Vocêé seu fator de impacto

O editor de um periódico científico do qual sou assinante recentemente enviou, creio que para todos os sócios, um e-mail no mínimo curioso. Na mensagem ele informava sobre uma série de mudanças que precisariam ser feitas em relação à política de publicação de artigos na revista e depois explicava, detalhadamente, as razões das mudanças: como o periódico passara a ser classificado recentemente como de nível “A Internacional” o número de artigos submetidos e publicados aumentos vertiginosamente. No entanto, como o número de citações dos artigos publicados não acompanhou o ritmo do número de artigos publicados, o dito periódico corre agora o risco de perder a classificação de A Internacional. Vejam bem, teoricamente a qualidade da revista é tão boa que a permitiu ser classificada entre as melhores do mundo na área, mas devido a um artefato aritmético qualquer, sem que tenha havido mudança observável na qualidade da revista, pelo contrário, há a ameaça de “descer do pódium”. É cisma minha, ou este sistema de classificação é, no mínimo, falho. Permitam que eu use o termo que realmente desejo: é um sistema burro, estúpido.
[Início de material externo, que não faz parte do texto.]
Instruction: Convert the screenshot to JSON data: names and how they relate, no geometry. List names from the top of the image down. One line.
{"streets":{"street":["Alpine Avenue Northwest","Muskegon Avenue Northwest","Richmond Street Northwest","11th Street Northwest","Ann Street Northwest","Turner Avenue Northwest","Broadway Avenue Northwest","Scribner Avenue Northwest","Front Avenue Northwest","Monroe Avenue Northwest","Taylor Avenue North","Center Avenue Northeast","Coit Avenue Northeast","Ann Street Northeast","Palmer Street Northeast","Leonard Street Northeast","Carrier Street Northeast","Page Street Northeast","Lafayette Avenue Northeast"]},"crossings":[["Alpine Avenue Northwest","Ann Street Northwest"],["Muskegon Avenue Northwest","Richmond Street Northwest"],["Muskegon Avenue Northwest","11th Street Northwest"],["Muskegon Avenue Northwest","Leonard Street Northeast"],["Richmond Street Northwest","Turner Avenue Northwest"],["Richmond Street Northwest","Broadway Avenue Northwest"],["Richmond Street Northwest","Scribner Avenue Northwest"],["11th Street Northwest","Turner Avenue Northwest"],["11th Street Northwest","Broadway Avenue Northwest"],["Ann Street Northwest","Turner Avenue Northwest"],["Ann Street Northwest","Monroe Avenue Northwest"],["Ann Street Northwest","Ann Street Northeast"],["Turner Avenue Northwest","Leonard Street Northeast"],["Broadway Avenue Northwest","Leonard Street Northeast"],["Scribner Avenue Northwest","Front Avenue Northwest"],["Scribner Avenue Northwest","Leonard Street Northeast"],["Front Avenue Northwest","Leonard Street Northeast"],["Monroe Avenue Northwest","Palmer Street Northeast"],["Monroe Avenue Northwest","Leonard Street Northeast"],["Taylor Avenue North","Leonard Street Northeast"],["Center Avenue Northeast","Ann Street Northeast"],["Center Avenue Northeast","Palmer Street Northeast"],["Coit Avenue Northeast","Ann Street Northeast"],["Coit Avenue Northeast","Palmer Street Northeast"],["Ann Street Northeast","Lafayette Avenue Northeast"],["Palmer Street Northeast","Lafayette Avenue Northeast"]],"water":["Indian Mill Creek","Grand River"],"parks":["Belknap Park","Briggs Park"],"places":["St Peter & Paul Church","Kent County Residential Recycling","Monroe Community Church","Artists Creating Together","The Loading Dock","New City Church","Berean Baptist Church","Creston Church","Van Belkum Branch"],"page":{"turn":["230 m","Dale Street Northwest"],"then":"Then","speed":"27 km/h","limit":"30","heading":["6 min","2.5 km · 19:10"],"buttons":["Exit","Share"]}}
Estamos nos tornando escravos de números.
Qualquer um que, como eu, saiu de uma árdua pós-graduação e agora sofre para conseguir um emprego conhece uma outra face desta escravidão: as coisas ficam muito mais difíceis se não houver, em nosso geralmente minguado currículo, um número expressivo de artigos publicados. Não se faz, comumente, nenhuma exigência especial quanto à qualidade dos mesmos, o que se quer é quantidade. Claro, com a criação dos tais fatores de impacto, em teoria tenta-se medir indiretamente a qualidade de um artigo pelo número de citações ao mesmo – ainda assim, a grande ênfase é nos números. Por que, então, se utilizam estes indicadores? Respondo da forma que considero a menos hipócrita possível: porque os americanos disseram que era para se utilizar e nós somos cultural e cientificamente subservientes. Sim, em sua mania de reduzir tudo a cifras, imaginam que a qualidade está do lado de quem produz muito: sem exagero, é a mesmíssima coisa que considerar que Harold Robbins ou Sidney Sheldon são melhores escritores que J. D. Salinger ou  que Cervantes porque os dois primeiros produziram muito mais, é um absurdo, é idiota. De quem seriam os maiores fatores de impacto?
O pior é que o sistema encoraja a procriação de artigos científicos que em nada contribuem para a ciência, nada acrescentam, que jamais serão lidos ou citados. Quem, no meio, desconhece a tal “multiplicação dos pães”, a virtual geração espontânea de artigos a partir de dados esquálidos? Quem lê a Nature ou a Science tem acompanhado a avalanche de casos de fraudes e plágios de artigos gerados, não tenho dúvidas, pela pressão em publicar. Aqui mesmo no Brasil tivemos um fato recente em São Paulo. Antes de conseguir minha atual bolsa, concorri a uma bolsa de pós-doutorado em Minas pensando em ter tempo para publicar alguns artigos, mas não consegui porque não tinha suficientes artigos publicados, e não sou caso isolado. Serão os pesquisadores de hoje mais desonestos do que os de outras épocas? Sinceramente não creio, mas há uma pressão inexplicável pela geração de artigos. Alguém já percebeu que se se der ênfase demais a este tipo de coisa, por exemplo na escolha de professores universitários, a qualidade de ensino pode cair? Qual a ênfase que está sendo dada a bons professores, com boa didática, com valores outros que não apenas ter um espesso currículo? Eu tive professores na universidade que mal sabiam se expressar com frases de mais de três palavras, mas publicavam horrores.
Será que somos tão incompetentes que não podemos pensar em formas mais eficientes de se avaliar a qualidade de um acadêmico que não seja a que o chefe mandou usar? Não me venham com a conversa de que este é o sistema, que temos de nos adequar. Na primeira parte deste post mostrei o que acontece quando tentamos nos adequar demais. A blogosfera também se torna escrava de números e fatores de impacto: google pagerank, rank Technorati, acessos diários. Não é preciso ser ingênuo para saber qual blog terá melhores indicadores, o nosso ou um de download de filmes pornô? Há algum tempo li um ScienceBlogger comentar que o número de acessos de seu blog subiu estratosfericamente porque escreveu um post em que citava Britney Spears. Nenhuma mudança de qualidade aqui tampouco. Será pedir demais que enfatizemos a qualidade antes da quantidade? Nosso fator de impacto dirá tudo sobre nós?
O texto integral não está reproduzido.